Hartford: There are a few. They are fewer in number today than certainly four or five years ago, but there are a few. I think one area that has a certain amount of appeal probably, not when you overstay your welcome, are airlines. We've filled a position in the former British Airways, now IAG. As you know airlines have been a fair graveyard for a lot of investors, and I think it's important to understand that we've been presented with a window of an opportunity to rent a couple of airlines globally as a consequence of the consolidation that we've seen and much better capital allocation, capital discipline. And as they say about transportation, specifically in airlines, it's a contrarian area that value investors probably have had difficulty with in the past.
McDevitt: Do you think they'll get some pricing power now because of that consolidation, and because of perhaps better capital allocation, too?
Hartford: I think they have some pricing power. I think what's more important from their perspective is that the load factors remain high. In that context, the plane is taking off one way or another, and if we can get more bodies onto the plane, it's that load factor. And the load factor obviously is helped by an absence of capacity growth. There is some capacity growth in the low-cost airlines, particularly in Europe. So we're mindful of that. But for the three hub-and-spoke carriers in Europe that are left, they certainly do have some pricing power in specific routes that they have historically served and it's the lack of capacity growth.
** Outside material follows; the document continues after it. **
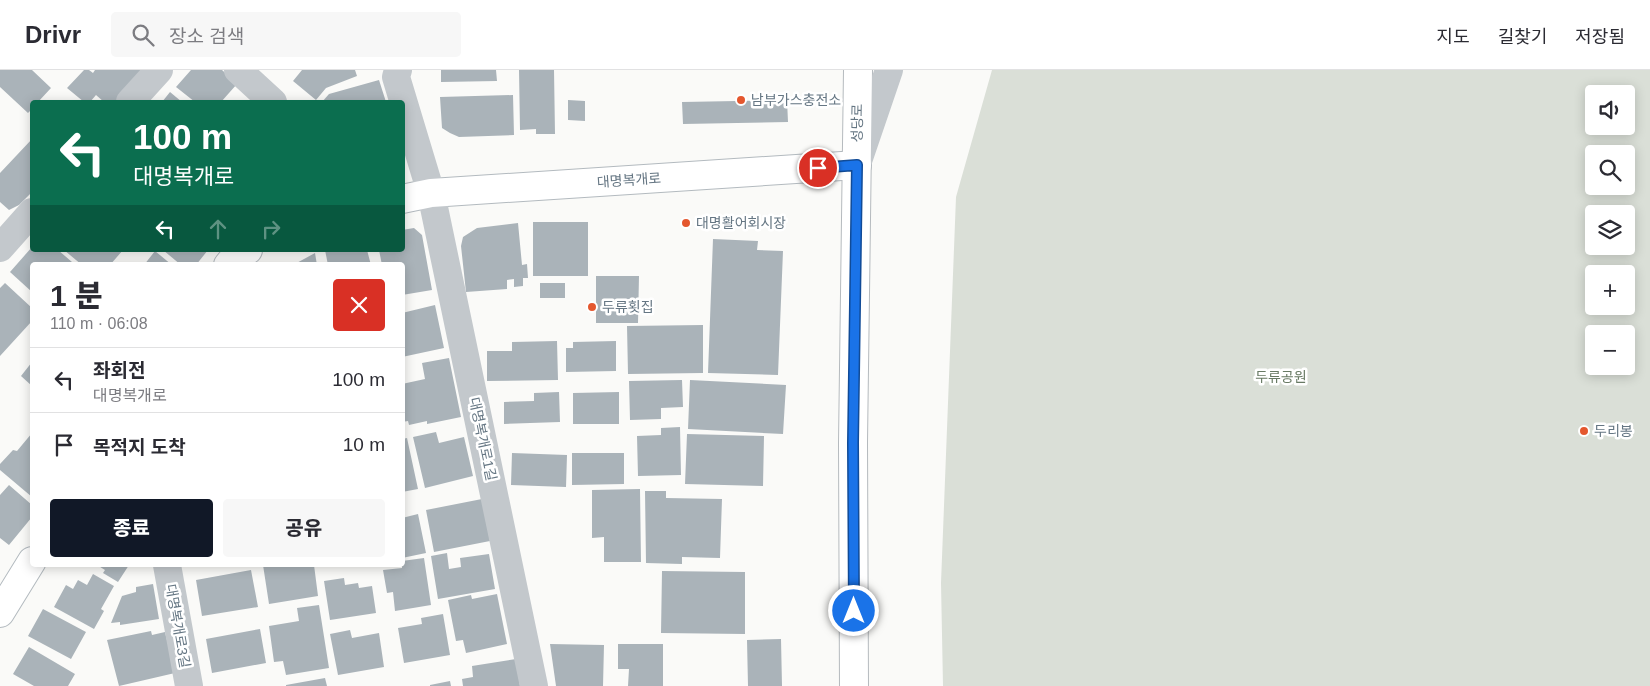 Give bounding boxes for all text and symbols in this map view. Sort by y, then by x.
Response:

And at least until fairly recently oil prices have been quite supportive, and fuel being a big component.
Obviously airlines are buying more fuel-efficient aircraft. I don't think fares are falling commensurate with the improved efficiency associated with the newer aircraft. So the yield effect as a consequence is also higher.
McDevitt: When you think in terms of airlines and the growth in air travel, emerging markets inevitably come up, and two other fairly new additions to that portfolio are Nikon and Unilever. It seems like those are also two positions that will be impacted by emerging-markets growth, which has teetered a bit in recent quarters. What's your thesis for Nikon and Unilever, and how dependent are they upon emerging-markets growth?
Hartford: I think Unilever [is dependent on emerging-markets growth] more so than Nikon. The investment thesis around Nikon is essentially that the single-lens reflex camera market will show signs of recovery. Now Asian markets are important. The Japanese market is an important one for a single-lens reflex camera, but excluding that, the growth in the rest of Asia will certainly be a contributing factor. But the investment thesis is definitely one that requires the camera market, and the lens market, in particular, to begin to recover.
We think that in addition to that, particularly in Asia, a rising middle class will be supportive of increased demand as a consequence of the higher consumer expenditure. So as consumers gravitate from the iPhone or the compact camera to more sophisticated cameras, it's essentially a two player market. You've gotten Nikon and you've got Canon, and that's it. All the others, for all intents and purposes, dropped out. So it's a well-consolidated market, and a natural consequence of that is that a pickup in demand will benefit essentially two companies.
Unilever on the other hand, yes, you're right, particularly in mid- to late 2013, those consumer stocks in the developed world with exposure in the emerging world fell or performed quite poorly. An element of it I think stemmed from the fact that those companies have significant emerging-markets exposure. Emerging markets in general traded down as investors were concerned about higher bond yields here in the United States.
That was what I would describe as a great example of the integration of the world economy today. Higher bond yields in United States have a material impact on capital flows. Those capital flows affect the developing markets to much greater extent. As capital is being withdrawn, the developing markets traded off. While those companies in the developed world with the greatest amount of exposure to developing markets, in general they tend to be consumer-oriented companies, traded down in sympathy.
And that afforded us an opportunity to acquire a modest interest in Unilever, and as emerging markets have recovered particularly in the last three or four months. So also has Unilever.Read Full Transcript
McDevitt: It seems like stock has bounced back.
Hartford: It has; it has recovered quite a lot from the relatively low positions that it was in maybe last October, last November. It never really got bargain-basement cheap enough for us. So the position remained relatively modest, but one of the challenges today is equity markets have appreciated a lot, and a byproduct of that is that the stocks that haven't appreciated or have been left behind have been left behind for a good reason. And I think it's inevitable that you are then going to be forced as a value manager to look at those companies that have been largely forgotten, and in so doing, if you buy a lot of them or you buy a greater number of them, you embed idiosyncratic risk into the portfolio because the companies have issues.
That's the reason why they have lagged the market or have failed to appreciate in line with the S&P 500, the DAX, or the FTSE, which are at or close to all-time highs. So those entities that haven't participated have done so for a reason, and we want to make sure that as investors when we are gaining exposure to them that there is support of an investment case.